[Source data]
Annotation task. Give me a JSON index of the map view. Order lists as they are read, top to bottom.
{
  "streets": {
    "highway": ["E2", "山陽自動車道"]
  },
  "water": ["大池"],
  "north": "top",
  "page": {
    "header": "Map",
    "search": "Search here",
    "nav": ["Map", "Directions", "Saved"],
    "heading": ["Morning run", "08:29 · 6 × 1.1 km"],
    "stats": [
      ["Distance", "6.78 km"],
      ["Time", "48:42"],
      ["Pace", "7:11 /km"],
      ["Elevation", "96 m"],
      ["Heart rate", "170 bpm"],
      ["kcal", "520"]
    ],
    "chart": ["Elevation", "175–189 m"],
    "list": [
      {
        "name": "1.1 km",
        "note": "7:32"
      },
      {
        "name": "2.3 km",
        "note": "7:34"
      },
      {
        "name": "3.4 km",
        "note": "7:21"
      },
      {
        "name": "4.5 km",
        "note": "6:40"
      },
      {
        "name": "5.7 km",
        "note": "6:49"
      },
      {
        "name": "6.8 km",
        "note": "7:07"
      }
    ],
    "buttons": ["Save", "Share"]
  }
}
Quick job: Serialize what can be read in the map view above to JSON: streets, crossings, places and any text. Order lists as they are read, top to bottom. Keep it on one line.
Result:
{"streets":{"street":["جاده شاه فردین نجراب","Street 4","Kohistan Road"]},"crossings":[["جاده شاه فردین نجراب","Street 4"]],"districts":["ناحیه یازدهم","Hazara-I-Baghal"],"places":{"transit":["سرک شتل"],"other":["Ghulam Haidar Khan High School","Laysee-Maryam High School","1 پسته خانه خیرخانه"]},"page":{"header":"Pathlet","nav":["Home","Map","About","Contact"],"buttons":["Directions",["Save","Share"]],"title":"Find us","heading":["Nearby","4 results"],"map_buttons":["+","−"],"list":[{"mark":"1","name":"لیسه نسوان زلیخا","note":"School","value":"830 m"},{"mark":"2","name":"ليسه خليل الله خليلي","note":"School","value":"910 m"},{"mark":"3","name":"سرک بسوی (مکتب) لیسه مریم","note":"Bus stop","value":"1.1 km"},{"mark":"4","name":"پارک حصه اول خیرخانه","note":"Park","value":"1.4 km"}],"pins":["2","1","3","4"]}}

#### [Task directions]
The data above is to be restated line for line, word for word.

#### [Expected answer]
Annotation task. Give me a JSON index of the map view. Order lists as they are read, top to bottom.
{
  "streets": {
    "highway": ["E2", "山陽自動車道"]
  },
  "water": ["大池"],
  "north": "top",
  "page": {
    "header": "Map",
    "search": "Search here",
    "nav": ["Map", "Directions", "Saved"],
    "heading": ["Morning run", "08:29 · 6 × 1.1 km"],
    "stats": [
      ["Distance", "6.78 km"],
      ["Time", "48:42"],
      ["Pace", "7:11 /km"],
      ["Elevation", "96 m"],
      ["Heart rate", "170 bpm"],
      ["kcal", "520"]
    ],
    "chart": ["Elevation", "175–189 m"],
    "list": [
      {
        "name": "1.1 km",
        "note": "7:32"
      },
      {
        "name": "2.3 km",
        "note": "7:34"
      },
      {
        "name": "3.4 km",
        "note": "7:21"
      },
      {
        "name": "4.5 km",
        "note": "6:40"
      },
      {
        "name": "5.7 km",
        "note": "6:49"
      },
      {
        "name": "6.8 km",
        "note": "7:07"
      }
    ],
    "buttons": ["Save", "Share"]
  }
}
Quick job: Serialize what can be read in the map view above to JSON: streets, crossings, places and any text. Order lists as they are read, top to bottom. Keep it on one line.
Result:
{"streets":{"street":["جاده شاه فردین نجراب","Street 4","Kohistan Road"]},"crossings":[["جاده شاه فردین نجراب","Street 4"]],"districts":["ناحیه یازدهم","Hazara-I-Baghal"],"places":{"transit":["سرک شتل"],"other":["Ghulam Haidar Khan High School","Laysee-Maryam High School","1 پسته خانه خیرخانه"]},"page":{"header":"Pathlet","nav":["Home","Map","About","Contact"],"buttons":["Directions",["Save","Share"]],"title":"Find us","heading":["Nearby","4 results"],"map_buttons":["+","−"],"list":[{"mark":"1","name":"لیسه نسوان زلیخا","note":"School","value":"830 m"},{"mark":"2","name":"ليسه خليل الله خليلي","note":"School","value":"910 m"},{"mark":"3","name":"سرک بسوی (مکتب) لیسه مریم","note":"Bus stop","value":"1.1 km"},{"mark":"4","name":"پارک حصه اول خیرخانه","note":"Park","value":"1.4 km"}],"pins":["2","1","3","4"]}}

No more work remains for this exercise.